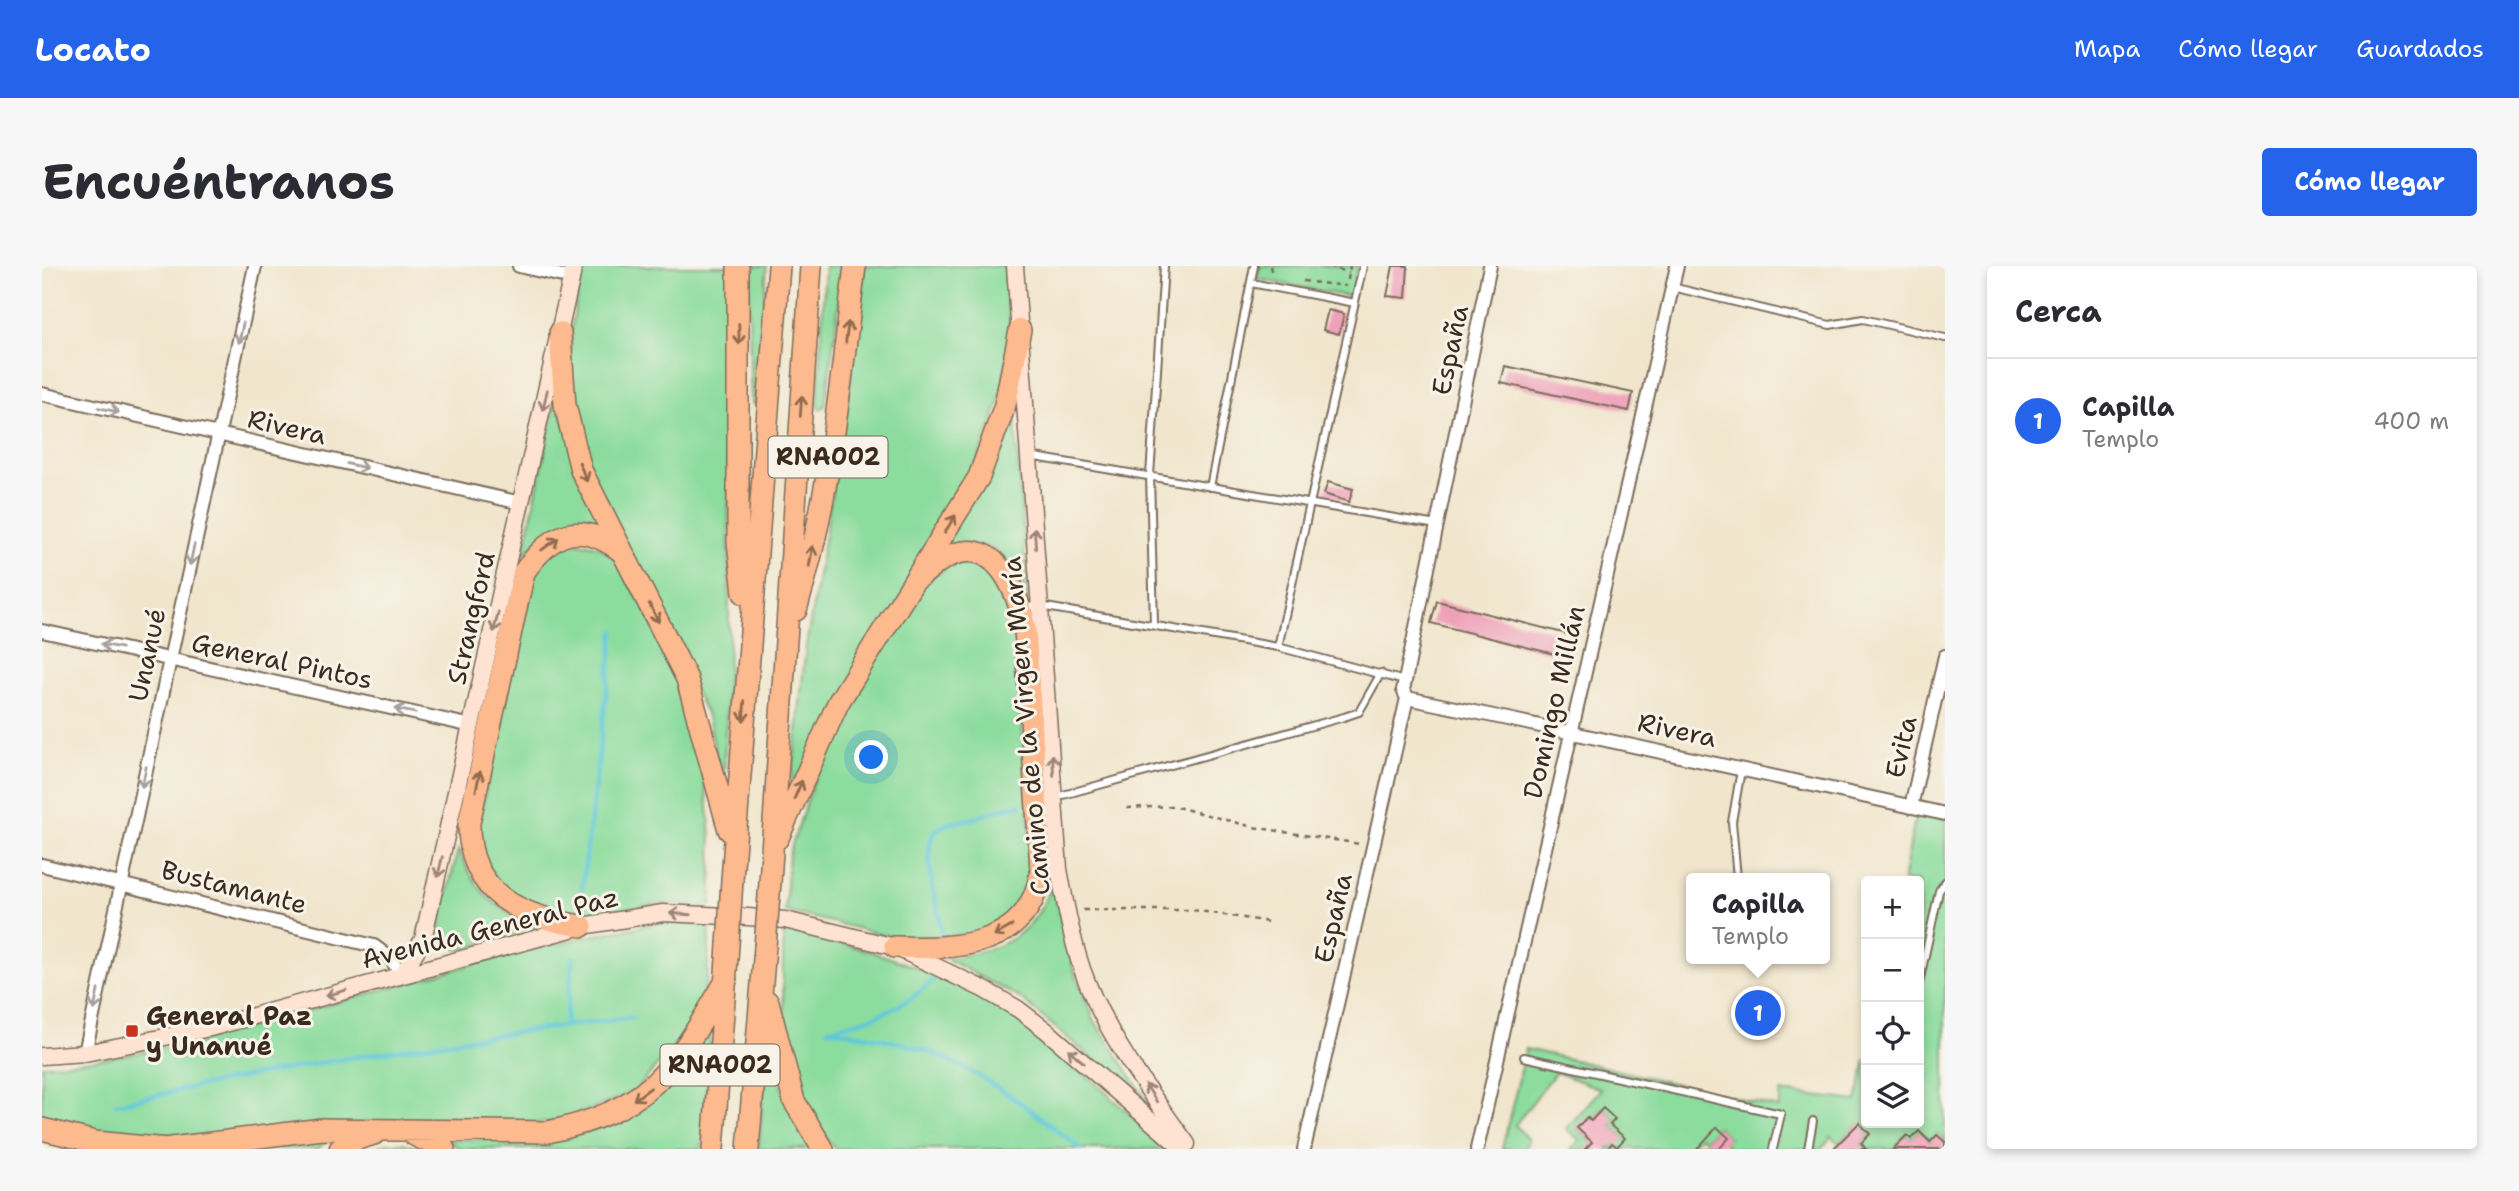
<!DOCTYPE html>
<html lang="es">
<meta charset="utf-8">
<style>
:root{--surface:#fff;--page:#f7f7f7;--text:#2b2b33;--muted:#7c7c81;--line:#e1e1e2;--accent:#2563eb}
body{margin:0;font-family:"Shantell Sans",sans-serif;background:var(--page);color:var(--text)}
.controls{position:absolute;right:21px;bottom:21px;display:grid;overflow:hidden;border-radius:7px;box-shadow:0 4px 10px #0003}
.controls button{width:63px;height:63px;display:grid;place-items:center;padding:0;border:0;border-bottom:2px solid var(--line);background:var(--surface);color:var(--text);font:35px sans-serif}
.you{position:absolute;left:830px;top:492px;width:24px;height:24px;margin:-18px;border:5px solid #fff;border-radius:50%;background:#1a73e8;box-shadow:0 0 0 10px #1a73e833}
.badge{display:grid;place-items:center;width:46px;height:46px;border-radius:50%;background:var(--accent);color:#fff;font-size:23px;font-weight:700}
.pin{position:absolute;translate:-50% -50%;border:4px solid #fff;box-shadow:0 2px 7px #0006}
.popup{position:absolute;left:1644px;top:607px;width:144px;height:91px;box-sizing:border-box;display:grid;place-content:center;border-radius:7px;background:var(--surface);filter:drop-shadow(0 2px 5px #0005);font-size:23px;white-space:nowrap;color:var(--muted)}
.popup b{font-size:26px;color:var(--text)}
.popup::after{content:'';position:absolute;left:50%;top:100%;margin-left:-14px;border:14px solid transparent;border-top-color:var(--surface)}
.list{margin:0;padding:0;list-style:none}
h2{display:flex;justify-content:space-between;align-items:center;height:91px;margin:0;padding:0 28px;font-size:30px}
h2 small{font-size:23px;font-weight:400;color:var(--muted)}
.list li{display:grid;grid-template-columns:46px 1fr auto;gap:21px;align-items:center;box-sizing:border-box;height:126px;padding:0 28px;border-top:2px solid var(--line)}
.list b{display:block;font-size:26px;white-space:nowrap}
.list p{margin:0;font-size:23px;white-space:nowrap;color:var(--muted)}
.list em{font-size:23px;font-style:normal;color:var(--muted)}
.icon{flex:none;width:38px;height:38px;fill:none;stroke:currentColor;stroke-width:2;stroke-linecap:round;stroke-linejoin:round}
.map{position:relative;flex:none;width:1903px;height:883px;overflow:hidden;border-radius:7px}
header{display:flex;align-items:center;gap:42px;box-sizing:border-box;height:98px;padding:0 35px;background:var(--accent);color:#fff}
header strong{font-size:33px}
nav{display:flex;gap:38px;margin-inline-start:auto;font-size:24px}
.intro{display:flex;align-items:center;justify-content:space-between;box-sizing:border-box;height:168px;padding:0 42px}
h1{margin:0;font-size:49px}
.button{padding:18px 32px;border-radius:7px;background:var(--accent);color:#fff;font-size:24px;font-weight:700}
main{display:flex;gap:42px;padding:0 42px}
aside{flex:1;background:var(--surface);border-radius:7px;box-shadow:0 4px 10px #0003}
.map>svg:first-child{display:block}
</style>
<header>
<strong>Locato</strong>
<nav><a>Mapa</a><a>Cómo llegar</a><a>Guardados</a></nav>
</header>
<div class="intro"><h1>Encuéntranos</h1><a class="button">Cómo llegar</a></div>
<main>
<div class="map">
<svg width="1903" height="883" viewBox="0 0 1903 883">
<rect width="100%" height="100%" fill="#f7f3e8"/>
<filter id="ink" filterUnits="userSpaceOnUse"><feTurbulence type="fractalNoise" baseFrequency=".0143" numOctaves="2"/><feDisplacementMap in="SourceGraphic" scale="14" xChannelSelector="R" yChannelSelector="G"/><feConvolveMatrix kernelMatrix="1 2 1 2 8 2 1 2 1" color-interpolation-filters="sRGB"/></filter>
<filter id="wash" filterUnits="userSpaceOnUse"><feTurbulence type="fractalNoise" baseFrequency=".00686" numOctaves="4" result="noise"/><feDisplacementMap in="SourceGraphic" scale="28" xChannelSelector="R" yChannelSelector="G"/><feGaussianBlur stdDeviation="1.57" result="paint"/><feColorMatrix in="noise" values="0 0 0 0 0 0 0 0 0 0 0 0 0 0 0 0 0 1.4 0 .05"/><feComposite in="paint" operator="in"/></filter>
<g filter="url(#wash)">
<rect width="100%" height="100%" fill="#f1e6cd"/>
<path fill="#8bdc9d" stroke="#63835e" stroke-width="2" d="M540,0h146l1,378 -6,150 -14,-74 -121,-252 -19,-82 2,-53z
M706,0h19l-12,139 -4,-3z
M783,0h19l-19,140 -5,3 -2,-4z
M822,0h141l6,67 -12,71 -27,71 -182,324 16,-153 41,-240z
M1218,0h98l-6,31 -95,-18z
M514,133l46,127c-34,-8 -59,2 -79,30z
M972,139l14,196c-19,-47 -32,-64 -85,-54z
M530,276l26,4 15,11c71,106 105,222 98,349 -16,0 -33,-2 -49,-2 -26,1 -53,12 -80,12 -56,0 -104,-33 -104,-91l54,-248 20,-26z
M922,294c32,5 35,21 49,47l20,261 -4,20 -15,26 -36,21 -80,3 -113,-27 4,-57 37,-109 19,-39 76,-120 24,-18z
M1874,547l29,6v323l-8,-7 -7,7 -11,-11 -8,8 -5,-4 -9,10 4,4h-35l-5,-6 9,-9 -11,-11 -20,20 -8,-7 -9,13h-92l-6,-6 5,-5 -12,-11 -12,13 -5,-4 -9,10 2,3h-86l18,-11 -15,-13 5,-6 -12,-11 -12,13 -4,-4 -10,11 15,14 -3,7h-18l9,-9 -14,-11 35,-40 -45,-17 -41,53 13,15 -3,9h-23l24,-100 253,59 2,-16 76,9 9,-42v64h53v-242h-16z
M416,584c20,44 36,58 79,78l-77,22 -15,-5 -6,-18z
M1010,615l22,90 20,49 58,88 -132,-110 -75,-40c53,-6 92,-21 107,-77z
M619,657l49,2 -3,55 -7,23 -17,33 -49,56 -76,30 -393,17 -42,-2 -81,-13v-59c92,-6 181,-30 269,-55 116,-33 231,-68 350,-87z
M742,664c80,16 161,41 229,87 55,38 105,87 154,132h-332c-53,-66 -55,-139 -51,-219z
M669,760l-9,123h-240l-19,-10c127,2 195,8 268,-113z
M726,764c8,51 18,75 45,119h-54z
M289,872l-14,11h-64z
M345,877h15l23,6h-56z"/>
<g fill="none" stroke-linecap="round" stroke-linejoin="round">
<path stroke="#5ec7da" stroke-width="4.5" d="M539,631l33,-265
M900,671c-1,-24 -26,-95 -3,-109 11,-7 23,-6 36,-10 16,-5 28,-11 46,-13
M523,759l8,-67
M790,762c38,-8 74,-20 101,-48
M786,763c38,6 78,13 114,28 50,22 97,59 139,92
M73,838c172,-38 343,-67 517,-86"/>
</g>
<g id="blocks">
<path fill="#efa1ba" d="M1351,0h15l-2,32 -19,-2z
M1286,44l16,4 -5,20 -16,-4z
M1463,100l128,27 -4,18 -128,-28z
M1286,216l25,7 -4,13 -25,-8z
M1395,335l134,34 -5,22 -135,-34z
M1561,842l12,11 -5,6 15,13 -8,9 -5,-4 -5,6h-22l7,-7 -15,-14 10,-11 4,4z
M1817,857l11,11 -9,9 5,6h-33z
M1675,861l12,11 -10,11h-22z
M1877,865l11,11 7,-7 8,7v7h-52l14,-14 4,4z"/>
</g>
</g>
<g filter="url(#ink)">
<use href="#blocks" fill-opacity="0" stroke="#7b6c5b" stroke-width="2"/>
<g fill="none" stroke-linecap="round" stroke-linejoin="round">
<defs>
<path id="lane" d="M1209,17l104,20
M1630,21l158,38 33,-6 82,19
M987,190l408,69
M1168,221l44,-221
M981,341l17,-1 238,41 127,34
M1112,358l-4,-148 14,-210
M1236,381l85,-381
M1014,531l288,-80 15,-5 22,-39
M1695,612l-5,-56 9,-52
M1877,717l20,-92 6,-9
M1482,791l257,57 -8,35
M1766,883l5,-28"/>
<path id="street" d="M477,0l52,12
M1448,0l-85,415 -2,9 4,8c180,37 359,77 538,116
M0,128l479,109
M0,365l430,95
M1869,541l34,-151
M0,599l332,81 16,12 12,17
M43,787l170,-787
M1262,883l103,-451
M1435,883l200,-883"/>
<path id="secondary" d="M973,0l44,603c6,33 12,67 23,100 22,63 66,121 105,175
M360,709l21,-36 151,-673
M0,790l43,-3 125,-25 372,-102 81,-13 85,4 37,3 110,27 88,42 35,20 29,22 136,118"/>
<path id="highway" d="M696,0v276l6,51
M518,67l5,72 16,65 106,209 42,151
M754,344c34,-111 45,-230 59,-344
M736,572l60,-135 141,-226 26,-72 15,-75
M690,614l47,-614
M728,616l41,-616
M540,660c-60,-9 -114,-31 -113,-103l55,-251c29,-41 55,-52 97,-21
M853,681c64,2 135,1 146,-77l-16,-241c-8,-41 -32,-101 -85,-68 -9,6 -17,14 -26,20
M726,736l26,99 29,48
M0,863l53,13 72,7
M372,869l30,14
M121,883l159,-20 226,3c106,-23 126,-64 178,-151
M298,883l14,-9 20,-6
M671,883l15,-204
M706,883l17,-202"/>
</defs>
<use href="#lane" stroke="#7b6c5b" stroke-width="10"/>
<use href="#street" stroke="#7b6c5b" stroke-width="16"/>
<use href="#secondary" stroke="#7b6c5b" stroke-width="19"/>
<use href="#highway" stroke="#7b6c5b" stroke-width="24"/>
<path stroke="#7b6c5b" stroke-width="2.5" stroke-dasharray="5 5" stroke-linecap="butt" d="M1228,0l2,9
M1287,0l20,7
M1306,14l2,-14
M1261,15l43,5
M1085,542l46,-2 80,21 107,17
M1041,644h110l76,12"/>
<use href="#lane" stroke="#fff" stroke-width="6"/>
<use href="#street" stroke="#fff" stroke-width="12"/>
<use href="#secondary" stroke="#fee3d2" stroke-width="16"/>
<use href="#highway" stroke="#fcba8e" stroke-width="21"/>
<defs>
<path id="highway-bridge" d="M686,679l4,-65
M723,681l5,-65"/>
</defs>
<use href="#highway-bridge" stroke="#7b6c5b" stroke-width="24" stroke-linecap="butt"/>
<use href="#highway-bridge" stroke="#fcba8e" stroke-width="21"/>
</g>
<defs><path id="oneway-shaft" d="M-6 0H5M1.5-3L5.5 0L1.5 3" fill="none" stroke-width="1.6" stroke-linecap="round" stroke-linejoin="round" transform="scale(1.75)"/></defs>
<g stroke="#926b50">
<use href="#oneway-shaft" transform="translate(805 66) rotate(-83)"/>
<use href="#oneway-shaft" transform="translate(697 68) rotate(89)"/>
<use href="#oneway-shaft" transform="translate(759 140) rotate(-86)"/>
<use href="#oneway-shaft" transform="translate(541 206) rotate(68)"/>
<use href="#oneway-shaft" transform="translate(908 258) rotate(-58)"/>
<use href="#oneway-shaft" transform="translate(508 278) rotate(-36)"/>
<use href="#oneway-shaft" transform="translate(769 290) rotate(-80)"/>
<use href="#oneway-shaft" transform="translate(612 347) rotate(63)"/>
<use href="#oneway-shaft" transform="translate(702 445) rotate(94)"/>
<use href="#oneway-shaft" transform="translate(436 515) rotate(-78)"/>
<use href="#oneway-shaft" transform="translate(756 524) rotate(-67)"/>
<use href="#oneway-shaft" transform="translate(961 665) rotate(150)"/>
<use href="#oneway-shaft" transform="translate(600 828) rotate(144)"/>
</g>
<g stroke="#a79f9a">
<use href="#oneway-shaft" transform="translate(199 67) rotate(102)"/>
<use href="#oneway-shaft" transform="translate(67 144) rotate(13)"/>
<use href="#oneway-shaft" transform="translate(315 200) rotate(13)"/>
<use href="#oneway-shaft" transform="translate(150 289) rotate(102)"/>
<use href="#oneway-shaft" transform="translate(69 380) rotate(-168)"/>
<use href="#oneway-shaft" transform="translate(363 445) rotate(-168)"/>
<use href="#oneway-shaft" transform="translate(102 511) rotate(102)"/>
<use href="#oneway-shaft" transform="translate(54 734) rotate(102)"/>
</g>
<g stroke="#9c8678">
<use href="#oneway-shaft" transform="translate(503 134) rotate(103)"/>
<use href="#oneway-shaft" transform="translate(993 272) rotate(-94)"/>
<use href="#oneway-shaft" transform="translate(454 356) rotate(103)"/>
<use href="#oneway-shaft" transform="translate(1011 499) rotate(-94)"/>
<use href="#oneway-shaft" transform="translate(398 601) rotate(103)"/>
<use href="#oneway-shaft" transform="translate(638 648) rotate(-176)"/>
<use href="#oneway-shaft" transform="translate(294 727) rotate(164)"/>
<use href="#oneway-shaft" transform="translate(1034 790) rotate(-139)"/>
<use href="#oneway-shaft" transform="translate(1109 827) rotate(-123)"/>
</g>
</g>
<rect fill="#c8321e" stroke="#f7f3e8" stroke-width="2.5" x="83" y="758" width="14" height="14" rx="3.5"/>
<g text-anchor="middle" stroke-width="6" stroke-linejoin="round" paint-order="stroke">
<g fill="#f7f3e8" stroke="#73665b" stroke-width="2">
<rect x="726.5" y="170.5" width="119" height="41" rx="5"/>
<rect x="618.5" y="778.5" width="119" height="41" rx="5"/>
</g>
<g font-size="24" font-weight="bold" fill="#3b2a1e">
<text x="786" y="199">RNA002</text>
<text x="678" y="807">RNA002</text>
</g>
<g font-size="26" fill="#3b2a1e" stroke="#f7f3e8">
<text transform="translate(1408 84) rotate(-78)" y="9">España</text>
<text transform="translate(245 161) rotate(13)" y="9">Rivera</text>
<text transform="translate(429 352) rotate(-77)" y="9">Strangford</text>
<text transform="translate(105 389) rotate(-78)" y="9">Unanué</text>
<text transform="translate(240 395) rotate(12)" y="9">General Pintos</text>
<text transform="translate(1512 436) rotate(-77)" y="9">Domingo Millán</text>
<text transform="translate(984 460) rotate(-95)" y="9">Camino de la Virgen María</text>
<text transform="translate(1635 464) rotate(12)" y="9">Rivera</text>
<text transform="translate(1859 481) rotate(-77)" y="9">Evita</text>
<text transform="translate(192 621) rotate(14)" y="9">Bustamante</text>
<text transform="translate(1291 652) rotate(-77)" y="9">España</text>
<text transform="translate(448 662) rotate(-14)" y="9">Avenida General Paz</text>
</g>
<g font-size="26" font-weight="bold" fill="#3b2a1e" stroke="#f7f3e8" text-anchor="start">
<text x="104" y="759">General Paz<tspan x="104" dy="30">y Unanué</tspan></text>
</g>
</g>
</svg>
<div class="controls">
<button>+</button>
<button>−</button>
<button><svg class="icon" aria-label="locate" viewBox="0 0 24 24"><circle cx="12" cy="12" r="6"/><path d="M12 2v4M12 18v4M2 12h4M18 12h4"/></svg></button>
<button><svg class="icon" aria-label="layers" viewBox="0 0 24 24"><path d="M12 4l9 5-9 5-9-5zM3 14l9 5 9-5"/></svg></button>
</div>
<div class="you"></div>
<div class="pin badge" style="left:1716px;top:747px">1</div>
<div class="popup"><b>Capilla</b>Templo</div>
</div>
<aside>
<h2>Cerca<small></small></h2>
<ul class="list">
<li><span class="badge">1</span><div><b>Capilla</b><p>Templo</p></div><em>400 m</em></li>
</ul>
</aside>
</main>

Problem statement: Match on "blocks" and report each line of the data above that has it.

Solution to this problem:
<g id="blocks">
<use href="#blocks" fill-opacity="0" stroke="#7b6c5b" stroke-width="2"/>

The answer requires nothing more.